I think this might have been a short story published in Cricket Magazine in the 1980s – early 90s, perhaps with Quentin Blake illustrations? It was a short story that told about a reader that had a voracious appetite for books AND for any food that was mentioned in the books they read. If the character in a book was drinking tea, the reader had to have tea, and so on.
The memory of this story has plagued me for years, I’d love very much to read it again.
I remember this too, from Cricket Magazine, but it would have been from the 1970’s. (Maybe they recycled content?) In my memory it was nonfiction, an account of the writer’s actual reading habits as a kid.
Yes! It could be in a 1970s issue- my mother started my subscription in the 1980s, but we also purchased back issues at garage sales, so I bet it was in one of those!

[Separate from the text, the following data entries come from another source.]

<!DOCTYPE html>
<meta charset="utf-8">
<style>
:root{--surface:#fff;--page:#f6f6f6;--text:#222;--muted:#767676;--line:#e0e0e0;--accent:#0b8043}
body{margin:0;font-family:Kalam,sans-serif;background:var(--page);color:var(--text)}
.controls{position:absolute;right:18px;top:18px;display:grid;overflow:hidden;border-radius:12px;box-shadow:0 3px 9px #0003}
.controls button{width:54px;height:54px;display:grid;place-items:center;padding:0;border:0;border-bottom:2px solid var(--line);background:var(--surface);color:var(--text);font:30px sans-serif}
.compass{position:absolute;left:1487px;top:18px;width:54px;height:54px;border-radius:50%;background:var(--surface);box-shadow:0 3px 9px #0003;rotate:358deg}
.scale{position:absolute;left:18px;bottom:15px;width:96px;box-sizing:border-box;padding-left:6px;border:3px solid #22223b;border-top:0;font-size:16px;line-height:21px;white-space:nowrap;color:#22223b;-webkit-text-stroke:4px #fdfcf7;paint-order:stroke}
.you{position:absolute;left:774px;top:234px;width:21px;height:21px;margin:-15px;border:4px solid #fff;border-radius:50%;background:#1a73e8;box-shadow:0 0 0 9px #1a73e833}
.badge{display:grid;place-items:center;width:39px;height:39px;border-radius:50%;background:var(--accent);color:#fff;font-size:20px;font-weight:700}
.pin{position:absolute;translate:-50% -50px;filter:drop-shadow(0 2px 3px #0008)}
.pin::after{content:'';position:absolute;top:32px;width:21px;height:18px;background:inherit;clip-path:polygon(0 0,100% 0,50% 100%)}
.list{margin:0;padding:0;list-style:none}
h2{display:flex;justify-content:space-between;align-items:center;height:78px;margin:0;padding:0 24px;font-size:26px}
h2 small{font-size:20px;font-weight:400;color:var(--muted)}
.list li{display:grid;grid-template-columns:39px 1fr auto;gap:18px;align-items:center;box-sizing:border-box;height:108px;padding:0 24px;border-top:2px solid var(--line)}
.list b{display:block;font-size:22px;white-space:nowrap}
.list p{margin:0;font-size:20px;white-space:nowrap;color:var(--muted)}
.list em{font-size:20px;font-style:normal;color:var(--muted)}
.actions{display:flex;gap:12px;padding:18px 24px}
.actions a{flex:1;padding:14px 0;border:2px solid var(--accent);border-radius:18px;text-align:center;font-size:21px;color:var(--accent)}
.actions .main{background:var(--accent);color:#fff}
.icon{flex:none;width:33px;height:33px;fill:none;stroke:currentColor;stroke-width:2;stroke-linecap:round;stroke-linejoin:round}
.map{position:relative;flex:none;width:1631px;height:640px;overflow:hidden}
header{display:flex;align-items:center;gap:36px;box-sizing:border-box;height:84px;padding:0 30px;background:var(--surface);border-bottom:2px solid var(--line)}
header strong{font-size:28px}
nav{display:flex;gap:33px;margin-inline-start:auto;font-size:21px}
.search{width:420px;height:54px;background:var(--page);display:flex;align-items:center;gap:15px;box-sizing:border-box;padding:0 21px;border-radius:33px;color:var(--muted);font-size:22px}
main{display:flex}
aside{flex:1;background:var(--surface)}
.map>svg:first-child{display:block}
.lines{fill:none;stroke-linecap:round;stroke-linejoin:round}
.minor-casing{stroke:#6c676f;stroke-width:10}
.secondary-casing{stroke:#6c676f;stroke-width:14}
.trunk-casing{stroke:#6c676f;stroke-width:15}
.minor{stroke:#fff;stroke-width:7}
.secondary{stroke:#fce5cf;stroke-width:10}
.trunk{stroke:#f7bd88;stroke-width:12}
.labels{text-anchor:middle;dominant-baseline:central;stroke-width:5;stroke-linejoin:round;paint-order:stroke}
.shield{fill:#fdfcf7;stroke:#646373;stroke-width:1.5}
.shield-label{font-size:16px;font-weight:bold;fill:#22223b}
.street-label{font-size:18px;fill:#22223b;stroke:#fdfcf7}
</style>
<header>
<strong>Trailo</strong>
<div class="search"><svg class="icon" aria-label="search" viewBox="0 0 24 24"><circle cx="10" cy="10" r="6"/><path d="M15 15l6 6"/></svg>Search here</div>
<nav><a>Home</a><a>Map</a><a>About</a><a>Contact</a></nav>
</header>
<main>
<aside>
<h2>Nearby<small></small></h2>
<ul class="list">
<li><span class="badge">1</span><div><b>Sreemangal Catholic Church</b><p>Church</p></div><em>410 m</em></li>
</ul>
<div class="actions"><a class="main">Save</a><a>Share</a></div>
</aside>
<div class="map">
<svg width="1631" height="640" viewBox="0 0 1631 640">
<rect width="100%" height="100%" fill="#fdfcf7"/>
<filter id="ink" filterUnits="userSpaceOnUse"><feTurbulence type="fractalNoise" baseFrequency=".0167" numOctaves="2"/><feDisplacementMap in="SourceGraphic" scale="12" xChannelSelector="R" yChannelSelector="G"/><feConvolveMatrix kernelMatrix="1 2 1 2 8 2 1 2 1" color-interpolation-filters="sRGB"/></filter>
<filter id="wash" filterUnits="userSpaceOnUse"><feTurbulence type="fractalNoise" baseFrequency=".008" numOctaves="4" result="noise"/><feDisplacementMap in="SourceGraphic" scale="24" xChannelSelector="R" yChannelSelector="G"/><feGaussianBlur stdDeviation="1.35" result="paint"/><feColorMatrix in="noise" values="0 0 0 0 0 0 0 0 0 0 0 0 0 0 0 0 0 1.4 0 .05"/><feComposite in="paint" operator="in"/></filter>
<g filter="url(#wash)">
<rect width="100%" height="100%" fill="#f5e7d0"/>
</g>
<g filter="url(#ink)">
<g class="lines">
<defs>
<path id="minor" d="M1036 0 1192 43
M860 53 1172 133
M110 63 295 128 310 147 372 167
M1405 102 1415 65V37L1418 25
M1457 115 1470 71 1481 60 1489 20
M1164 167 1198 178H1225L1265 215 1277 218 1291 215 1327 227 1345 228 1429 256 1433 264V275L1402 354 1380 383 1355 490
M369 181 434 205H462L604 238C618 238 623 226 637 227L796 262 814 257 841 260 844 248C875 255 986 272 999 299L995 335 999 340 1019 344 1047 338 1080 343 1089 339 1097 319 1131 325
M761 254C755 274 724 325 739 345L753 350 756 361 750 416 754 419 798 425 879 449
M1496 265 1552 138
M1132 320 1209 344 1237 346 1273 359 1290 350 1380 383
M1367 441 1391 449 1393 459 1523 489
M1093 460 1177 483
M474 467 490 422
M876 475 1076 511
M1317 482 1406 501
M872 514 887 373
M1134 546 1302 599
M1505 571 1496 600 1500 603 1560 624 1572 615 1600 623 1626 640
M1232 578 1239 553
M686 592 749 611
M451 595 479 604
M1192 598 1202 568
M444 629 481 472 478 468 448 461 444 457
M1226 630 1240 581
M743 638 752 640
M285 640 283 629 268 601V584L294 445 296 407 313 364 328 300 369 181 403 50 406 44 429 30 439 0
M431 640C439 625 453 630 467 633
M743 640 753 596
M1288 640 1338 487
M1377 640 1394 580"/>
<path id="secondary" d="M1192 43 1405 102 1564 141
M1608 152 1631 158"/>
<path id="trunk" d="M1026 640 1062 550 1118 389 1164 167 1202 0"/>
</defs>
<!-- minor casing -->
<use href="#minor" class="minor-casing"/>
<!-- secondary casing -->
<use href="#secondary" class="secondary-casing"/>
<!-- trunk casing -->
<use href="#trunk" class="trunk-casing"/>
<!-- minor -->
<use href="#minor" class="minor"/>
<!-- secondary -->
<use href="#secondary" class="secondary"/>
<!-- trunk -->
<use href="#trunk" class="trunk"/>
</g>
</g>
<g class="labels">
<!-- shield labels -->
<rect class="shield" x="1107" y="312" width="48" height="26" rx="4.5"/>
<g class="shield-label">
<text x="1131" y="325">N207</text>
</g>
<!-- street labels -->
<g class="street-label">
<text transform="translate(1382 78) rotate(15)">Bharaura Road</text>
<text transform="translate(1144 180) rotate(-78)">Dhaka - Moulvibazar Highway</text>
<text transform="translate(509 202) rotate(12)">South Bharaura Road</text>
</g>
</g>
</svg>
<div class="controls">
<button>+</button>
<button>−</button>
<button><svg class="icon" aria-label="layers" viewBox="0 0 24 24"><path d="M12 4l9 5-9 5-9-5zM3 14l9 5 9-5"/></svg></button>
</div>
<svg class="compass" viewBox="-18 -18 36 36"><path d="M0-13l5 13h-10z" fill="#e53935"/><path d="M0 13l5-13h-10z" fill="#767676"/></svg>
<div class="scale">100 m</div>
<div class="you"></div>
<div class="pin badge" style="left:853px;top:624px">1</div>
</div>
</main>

Agreed – I think I recall this as a nonfictional anecdote retold in Sarah Ellis’s “The Young Writer’s Companion” notebook in the late 1990s. I’m pretty sure that it was about a male author of children’s books from the United States, and that his parents had an interesting time trying to match some of the dishes described (I think there was some kind of pudding from Victorian England). Maybe Maurice Sendak? I’ll follow up if I find anything relevant.
Solved! It was the essay “A Hungry Reader” by Lloyd Alexander in Cricket Magazine, September 1973.